Full disclosure: I'm not a Christian, as I do not worship humans, ever, inspired as they may be. I do agree with much of what the man Jesus of Nazareth actually taught and talked about through parables, But I do not I do not subscribe to the added Catholic hierarchical hypocrisy of merely replacing one middle man for another between myself and the divine, much less glorified messengers, greek demi-gods, romanticized Roman execution devices, sexually and morally frustrated disciples, so-called virgins, angry warlord prophets claiming benevolence, or martyred saints sporting ridiculous stigmata like porn-star tattoos. To be blunt, If you wish to commune with the divine, cut the shit. You don't get closer to God by adding yet another layer of mediation between you.

The primary utility of Christianity is that instead of telling it's followers vapid things like 'do as they will full speed ahead if it makes you happy', it demands some serious introspection especially in matters of violence, love, truth, law/justice, or family/hierarchy. These are incredibly pivotal and important spheres of endeavor and behavior for people that shouldn't be done without a great deal of consideration. Humanity struggles with introspection and deep meditation, so liturgical contemplative prayer as a proxy substitute seems to almost cover many of the same bases, and is close as many will ever get to deeply thinking about something.

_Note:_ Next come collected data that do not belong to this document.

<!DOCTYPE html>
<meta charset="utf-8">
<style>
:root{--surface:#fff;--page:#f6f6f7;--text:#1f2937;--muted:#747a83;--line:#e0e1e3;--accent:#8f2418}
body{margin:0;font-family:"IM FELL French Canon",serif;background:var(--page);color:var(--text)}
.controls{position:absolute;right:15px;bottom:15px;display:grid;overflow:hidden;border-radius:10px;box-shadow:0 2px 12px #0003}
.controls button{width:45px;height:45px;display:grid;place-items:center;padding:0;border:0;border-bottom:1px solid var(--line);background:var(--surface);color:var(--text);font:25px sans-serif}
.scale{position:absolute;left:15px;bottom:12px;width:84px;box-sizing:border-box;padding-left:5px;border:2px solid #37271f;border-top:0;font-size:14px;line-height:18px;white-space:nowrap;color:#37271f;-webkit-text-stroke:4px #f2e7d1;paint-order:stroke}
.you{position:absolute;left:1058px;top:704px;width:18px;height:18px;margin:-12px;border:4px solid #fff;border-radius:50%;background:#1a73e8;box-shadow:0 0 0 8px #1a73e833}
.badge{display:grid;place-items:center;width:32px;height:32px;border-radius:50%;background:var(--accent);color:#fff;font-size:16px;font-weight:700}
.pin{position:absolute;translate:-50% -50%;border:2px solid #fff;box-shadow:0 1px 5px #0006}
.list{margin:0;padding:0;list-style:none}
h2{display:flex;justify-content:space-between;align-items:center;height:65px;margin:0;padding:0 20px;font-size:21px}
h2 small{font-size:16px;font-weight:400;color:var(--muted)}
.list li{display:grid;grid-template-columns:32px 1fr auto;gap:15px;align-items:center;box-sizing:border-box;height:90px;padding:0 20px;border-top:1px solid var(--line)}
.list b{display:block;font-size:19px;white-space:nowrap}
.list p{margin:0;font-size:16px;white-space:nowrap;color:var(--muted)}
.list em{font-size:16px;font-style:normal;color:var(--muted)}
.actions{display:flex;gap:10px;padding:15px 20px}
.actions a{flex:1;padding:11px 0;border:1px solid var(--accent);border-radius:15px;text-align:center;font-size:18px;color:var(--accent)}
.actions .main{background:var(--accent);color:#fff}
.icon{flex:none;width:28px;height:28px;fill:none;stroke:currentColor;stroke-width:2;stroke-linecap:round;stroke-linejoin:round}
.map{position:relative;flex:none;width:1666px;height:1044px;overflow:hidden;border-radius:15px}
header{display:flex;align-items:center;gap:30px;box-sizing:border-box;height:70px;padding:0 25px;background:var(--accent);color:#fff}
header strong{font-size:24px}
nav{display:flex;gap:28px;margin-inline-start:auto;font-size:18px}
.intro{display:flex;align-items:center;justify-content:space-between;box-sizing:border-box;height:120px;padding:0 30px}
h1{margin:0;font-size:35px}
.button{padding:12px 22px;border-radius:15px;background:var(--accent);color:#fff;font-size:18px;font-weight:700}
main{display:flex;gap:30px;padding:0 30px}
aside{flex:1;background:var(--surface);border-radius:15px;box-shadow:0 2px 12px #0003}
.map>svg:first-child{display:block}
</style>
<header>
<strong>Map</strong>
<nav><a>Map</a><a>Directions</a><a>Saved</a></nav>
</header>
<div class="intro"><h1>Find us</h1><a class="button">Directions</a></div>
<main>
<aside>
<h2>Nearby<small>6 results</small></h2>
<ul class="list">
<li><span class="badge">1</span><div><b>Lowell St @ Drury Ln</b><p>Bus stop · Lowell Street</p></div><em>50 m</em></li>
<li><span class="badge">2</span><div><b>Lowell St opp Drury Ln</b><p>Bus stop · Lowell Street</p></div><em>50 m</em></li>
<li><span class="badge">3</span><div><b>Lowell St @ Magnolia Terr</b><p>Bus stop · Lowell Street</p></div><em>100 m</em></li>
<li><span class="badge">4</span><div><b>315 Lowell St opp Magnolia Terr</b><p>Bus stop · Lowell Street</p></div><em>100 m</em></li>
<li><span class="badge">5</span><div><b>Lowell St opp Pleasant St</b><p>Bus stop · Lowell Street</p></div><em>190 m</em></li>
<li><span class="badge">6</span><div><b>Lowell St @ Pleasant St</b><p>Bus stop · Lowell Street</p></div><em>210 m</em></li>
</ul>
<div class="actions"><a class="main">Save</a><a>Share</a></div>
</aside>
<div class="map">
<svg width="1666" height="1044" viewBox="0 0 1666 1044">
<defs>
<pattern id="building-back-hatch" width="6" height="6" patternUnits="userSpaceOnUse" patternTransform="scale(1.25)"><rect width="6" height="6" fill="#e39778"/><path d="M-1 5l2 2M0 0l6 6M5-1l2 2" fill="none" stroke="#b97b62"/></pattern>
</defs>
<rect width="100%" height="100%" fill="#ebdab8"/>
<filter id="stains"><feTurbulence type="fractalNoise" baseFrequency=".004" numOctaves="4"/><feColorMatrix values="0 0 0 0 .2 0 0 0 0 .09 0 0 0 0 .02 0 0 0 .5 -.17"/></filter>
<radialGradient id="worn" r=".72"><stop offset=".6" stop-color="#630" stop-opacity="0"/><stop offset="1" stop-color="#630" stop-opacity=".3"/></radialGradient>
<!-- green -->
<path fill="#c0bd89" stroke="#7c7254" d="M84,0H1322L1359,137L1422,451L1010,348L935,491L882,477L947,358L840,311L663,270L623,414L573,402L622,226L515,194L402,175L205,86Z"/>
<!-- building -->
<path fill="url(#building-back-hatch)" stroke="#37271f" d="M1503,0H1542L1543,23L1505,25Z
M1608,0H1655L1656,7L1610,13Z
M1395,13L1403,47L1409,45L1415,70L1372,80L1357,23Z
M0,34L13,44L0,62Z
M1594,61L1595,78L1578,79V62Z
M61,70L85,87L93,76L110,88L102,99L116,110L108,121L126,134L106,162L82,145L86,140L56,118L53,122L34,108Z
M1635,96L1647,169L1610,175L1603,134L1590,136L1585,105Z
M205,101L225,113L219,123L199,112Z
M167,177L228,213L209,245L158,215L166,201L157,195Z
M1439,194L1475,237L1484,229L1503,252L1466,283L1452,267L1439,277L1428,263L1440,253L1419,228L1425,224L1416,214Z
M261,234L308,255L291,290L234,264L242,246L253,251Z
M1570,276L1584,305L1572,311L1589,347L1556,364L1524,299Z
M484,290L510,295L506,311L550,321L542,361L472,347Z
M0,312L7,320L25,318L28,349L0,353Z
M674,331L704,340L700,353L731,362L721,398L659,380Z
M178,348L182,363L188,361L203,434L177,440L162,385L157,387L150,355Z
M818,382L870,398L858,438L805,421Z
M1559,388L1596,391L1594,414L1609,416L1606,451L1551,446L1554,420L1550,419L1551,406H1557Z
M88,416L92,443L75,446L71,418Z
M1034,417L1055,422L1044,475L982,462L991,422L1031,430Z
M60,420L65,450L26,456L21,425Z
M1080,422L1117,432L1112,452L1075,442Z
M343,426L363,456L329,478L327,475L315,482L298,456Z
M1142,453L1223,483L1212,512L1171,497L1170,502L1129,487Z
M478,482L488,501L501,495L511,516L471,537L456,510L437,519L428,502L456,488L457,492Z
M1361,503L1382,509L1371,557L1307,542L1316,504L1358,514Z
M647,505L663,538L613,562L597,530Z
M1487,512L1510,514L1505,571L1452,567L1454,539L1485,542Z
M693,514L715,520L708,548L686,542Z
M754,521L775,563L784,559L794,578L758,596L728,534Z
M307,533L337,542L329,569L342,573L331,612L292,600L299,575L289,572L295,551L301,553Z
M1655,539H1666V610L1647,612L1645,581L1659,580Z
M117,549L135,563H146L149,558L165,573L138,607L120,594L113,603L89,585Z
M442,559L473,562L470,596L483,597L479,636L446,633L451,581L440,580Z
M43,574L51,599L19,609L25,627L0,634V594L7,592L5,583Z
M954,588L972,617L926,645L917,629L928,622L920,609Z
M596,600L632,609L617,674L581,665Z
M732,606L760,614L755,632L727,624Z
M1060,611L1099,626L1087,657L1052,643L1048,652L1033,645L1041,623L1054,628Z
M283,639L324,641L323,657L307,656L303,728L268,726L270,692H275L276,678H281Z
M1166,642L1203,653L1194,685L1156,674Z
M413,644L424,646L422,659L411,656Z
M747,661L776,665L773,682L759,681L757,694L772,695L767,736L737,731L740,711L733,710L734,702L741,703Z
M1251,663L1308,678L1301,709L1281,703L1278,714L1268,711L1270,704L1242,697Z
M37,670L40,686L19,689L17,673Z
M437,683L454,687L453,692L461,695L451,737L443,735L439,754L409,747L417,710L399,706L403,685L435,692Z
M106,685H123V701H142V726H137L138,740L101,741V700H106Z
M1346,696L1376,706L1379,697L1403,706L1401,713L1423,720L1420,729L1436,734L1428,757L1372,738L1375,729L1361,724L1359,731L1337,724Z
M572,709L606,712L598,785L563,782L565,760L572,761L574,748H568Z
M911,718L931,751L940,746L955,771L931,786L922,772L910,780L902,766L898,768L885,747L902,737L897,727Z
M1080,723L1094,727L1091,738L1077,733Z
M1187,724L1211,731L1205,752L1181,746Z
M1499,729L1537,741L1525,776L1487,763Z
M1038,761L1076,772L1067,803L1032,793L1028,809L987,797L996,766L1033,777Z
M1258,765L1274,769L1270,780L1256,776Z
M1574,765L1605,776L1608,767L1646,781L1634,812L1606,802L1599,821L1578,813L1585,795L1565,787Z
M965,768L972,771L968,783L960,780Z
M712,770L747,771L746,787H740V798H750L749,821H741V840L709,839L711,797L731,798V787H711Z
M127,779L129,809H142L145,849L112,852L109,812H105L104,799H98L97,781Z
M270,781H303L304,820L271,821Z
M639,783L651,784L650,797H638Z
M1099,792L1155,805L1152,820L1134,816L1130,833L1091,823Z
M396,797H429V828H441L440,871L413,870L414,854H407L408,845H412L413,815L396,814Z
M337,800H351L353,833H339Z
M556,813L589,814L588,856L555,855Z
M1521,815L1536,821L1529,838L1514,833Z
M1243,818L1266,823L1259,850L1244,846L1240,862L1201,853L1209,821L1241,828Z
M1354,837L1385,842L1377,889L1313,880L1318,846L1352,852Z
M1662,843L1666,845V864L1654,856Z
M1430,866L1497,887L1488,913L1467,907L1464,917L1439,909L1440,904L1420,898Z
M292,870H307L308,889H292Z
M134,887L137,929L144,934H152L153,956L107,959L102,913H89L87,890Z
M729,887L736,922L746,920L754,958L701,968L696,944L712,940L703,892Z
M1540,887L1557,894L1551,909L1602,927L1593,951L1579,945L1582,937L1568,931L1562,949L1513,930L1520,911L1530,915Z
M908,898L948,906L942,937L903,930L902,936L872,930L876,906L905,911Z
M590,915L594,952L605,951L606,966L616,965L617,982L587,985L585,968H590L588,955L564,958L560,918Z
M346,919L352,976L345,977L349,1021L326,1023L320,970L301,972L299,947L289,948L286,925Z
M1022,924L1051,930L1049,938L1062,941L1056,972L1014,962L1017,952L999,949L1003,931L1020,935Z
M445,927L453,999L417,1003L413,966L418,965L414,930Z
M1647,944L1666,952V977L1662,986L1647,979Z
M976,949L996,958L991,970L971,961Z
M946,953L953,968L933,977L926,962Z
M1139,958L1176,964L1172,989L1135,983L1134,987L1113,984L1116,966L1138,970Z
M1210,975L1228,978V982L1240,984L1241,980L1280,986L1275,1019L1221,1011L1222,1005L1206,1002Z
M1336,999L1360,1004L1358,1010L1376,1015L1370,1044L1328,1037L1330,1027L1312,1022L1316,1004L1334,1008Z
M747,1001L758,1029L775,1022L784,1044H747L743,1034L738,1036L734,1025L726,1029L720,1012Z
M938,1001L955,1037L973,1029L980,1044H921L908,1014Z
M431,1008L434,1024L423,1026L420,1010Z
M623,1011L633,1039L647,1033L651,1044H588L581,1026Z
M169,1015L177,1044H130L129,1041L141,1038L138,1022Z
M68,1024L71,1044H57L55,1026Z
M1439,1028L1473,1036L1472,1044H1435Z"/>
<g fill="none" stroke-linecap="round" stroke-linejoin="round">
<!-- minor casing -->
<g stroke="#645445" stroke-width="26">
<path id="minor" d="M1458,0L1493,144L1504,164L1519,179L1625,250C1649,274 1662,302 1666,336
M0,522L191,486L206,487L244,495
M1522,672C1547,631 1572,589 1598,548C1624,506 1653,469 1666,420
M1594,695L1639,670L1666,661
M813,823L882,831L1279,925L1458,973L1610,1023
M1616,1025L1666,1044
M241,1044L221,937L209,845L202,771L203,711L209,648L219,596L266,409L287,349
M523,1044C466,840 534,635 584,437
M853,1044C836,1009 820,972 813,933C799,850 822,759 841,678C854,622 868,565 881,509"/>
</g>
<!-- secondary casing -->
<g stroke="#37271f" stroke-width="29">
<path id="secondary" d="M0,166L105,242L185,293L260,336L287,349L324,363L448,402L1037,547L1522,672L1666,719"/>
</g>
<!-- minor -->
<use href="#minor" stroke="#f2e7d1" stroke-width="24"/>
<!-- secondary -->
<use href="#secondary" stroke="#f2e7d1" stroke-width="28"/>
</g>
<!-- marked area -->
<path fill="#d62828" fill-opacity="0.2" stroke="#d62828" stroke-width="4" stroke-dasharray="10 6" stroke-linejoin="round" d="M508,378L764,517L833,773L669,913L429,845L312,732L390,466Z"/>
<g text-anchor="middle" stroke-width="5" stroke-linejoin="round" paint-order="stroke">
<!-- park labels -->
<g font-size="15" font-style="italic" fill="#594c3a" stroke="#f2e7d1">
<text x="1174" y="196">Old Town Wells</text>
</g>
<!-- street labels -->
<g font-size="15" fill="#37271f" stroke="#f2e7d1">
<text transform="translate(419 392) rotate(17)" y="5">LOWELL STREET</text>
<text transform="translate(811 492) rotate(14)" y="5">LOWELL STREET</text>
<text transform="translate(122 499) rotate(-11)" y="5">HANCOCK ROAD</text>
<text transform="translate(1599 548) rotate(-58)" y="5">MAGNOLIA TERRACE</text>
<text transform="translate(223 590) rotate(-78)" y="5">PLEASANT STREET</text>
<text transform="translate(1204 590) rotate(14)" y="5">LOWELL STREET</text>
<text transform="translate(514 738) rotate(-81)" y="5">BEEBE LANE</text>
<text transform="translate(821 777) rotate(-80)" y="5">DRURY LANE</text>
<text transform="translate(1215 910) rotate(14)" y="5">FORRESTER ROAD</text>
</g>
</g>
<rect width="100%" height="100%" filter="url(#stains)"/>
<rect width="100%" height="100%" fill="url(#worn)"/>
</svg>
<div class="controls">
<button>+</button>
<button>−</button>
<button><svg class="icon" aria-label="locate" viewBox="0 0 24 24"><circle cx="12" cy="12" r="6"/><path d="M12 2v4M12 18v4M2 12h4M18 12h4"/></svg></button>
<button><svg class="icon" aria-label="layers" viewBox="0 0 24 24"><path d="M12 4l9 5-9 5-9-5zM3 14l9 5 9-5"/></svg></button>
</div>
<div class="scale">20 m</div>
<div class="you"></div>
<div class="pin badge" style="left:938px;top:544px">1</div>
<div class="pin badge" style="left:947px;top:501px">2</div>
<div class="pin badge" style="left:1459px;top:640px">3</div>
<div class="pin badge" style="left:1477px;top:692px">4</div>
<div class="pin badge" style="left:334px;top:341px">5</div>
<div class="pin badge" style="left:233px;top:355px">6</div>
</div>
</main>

Christianity basically pumps the brakes a great deal on being rash or impulsive, especially where employing good judgement is important. One of the primary reasons the ancient philosophers were highly venerated in Christianity for centuries, was that they stressed careful and measured consideration, moderation, and logical reasoning, this was also why science bloomed and prospered in the western civilizations like no other despite what very uninformed atheists often like to claim.

The biggest structural difference between Christianity and Judaism is that Judaism is at heart tribal, more than religious. It has many rules for how it's followers view themselves versus everyone else who is considered quite differently. Many rules of Judaism do nothing but create distinct separation or cultural barriers between the Jew and Gentile that are difficult to cross. Christianity reverses this, and puts it blatantly that there isn't one set of rules that favors just you, and another set of rules for everyone else that sets them up for mistreatment with God's stamp of approval. Christianity is also one of the first religions where all human hierarchy and power is considered irrelevant before the truth and divine, emperors and peasants alike are considered no differently before their creator. This last ideal was corrupted quite a bit under Emperor Constantine who had nothing but power and control on his mind, but it still manages to shine through here and there between the blatantly inserted authoritarian edicts that deeply scar Catholicism.

Christianity also stresses action as inseparable from thought in forgiveness: You can't just pray the problem away, get punished and call it even, or await another recycled life for improvement in the next go-round, you have to voluntarily take charge and CHANGE your mind AND stop doing the wrong. It's a both or nothing proposition, not just feeling bad or guilty about it and saying a trite novena or mea culpa in confession, or a public modern dance performance as a flagellate.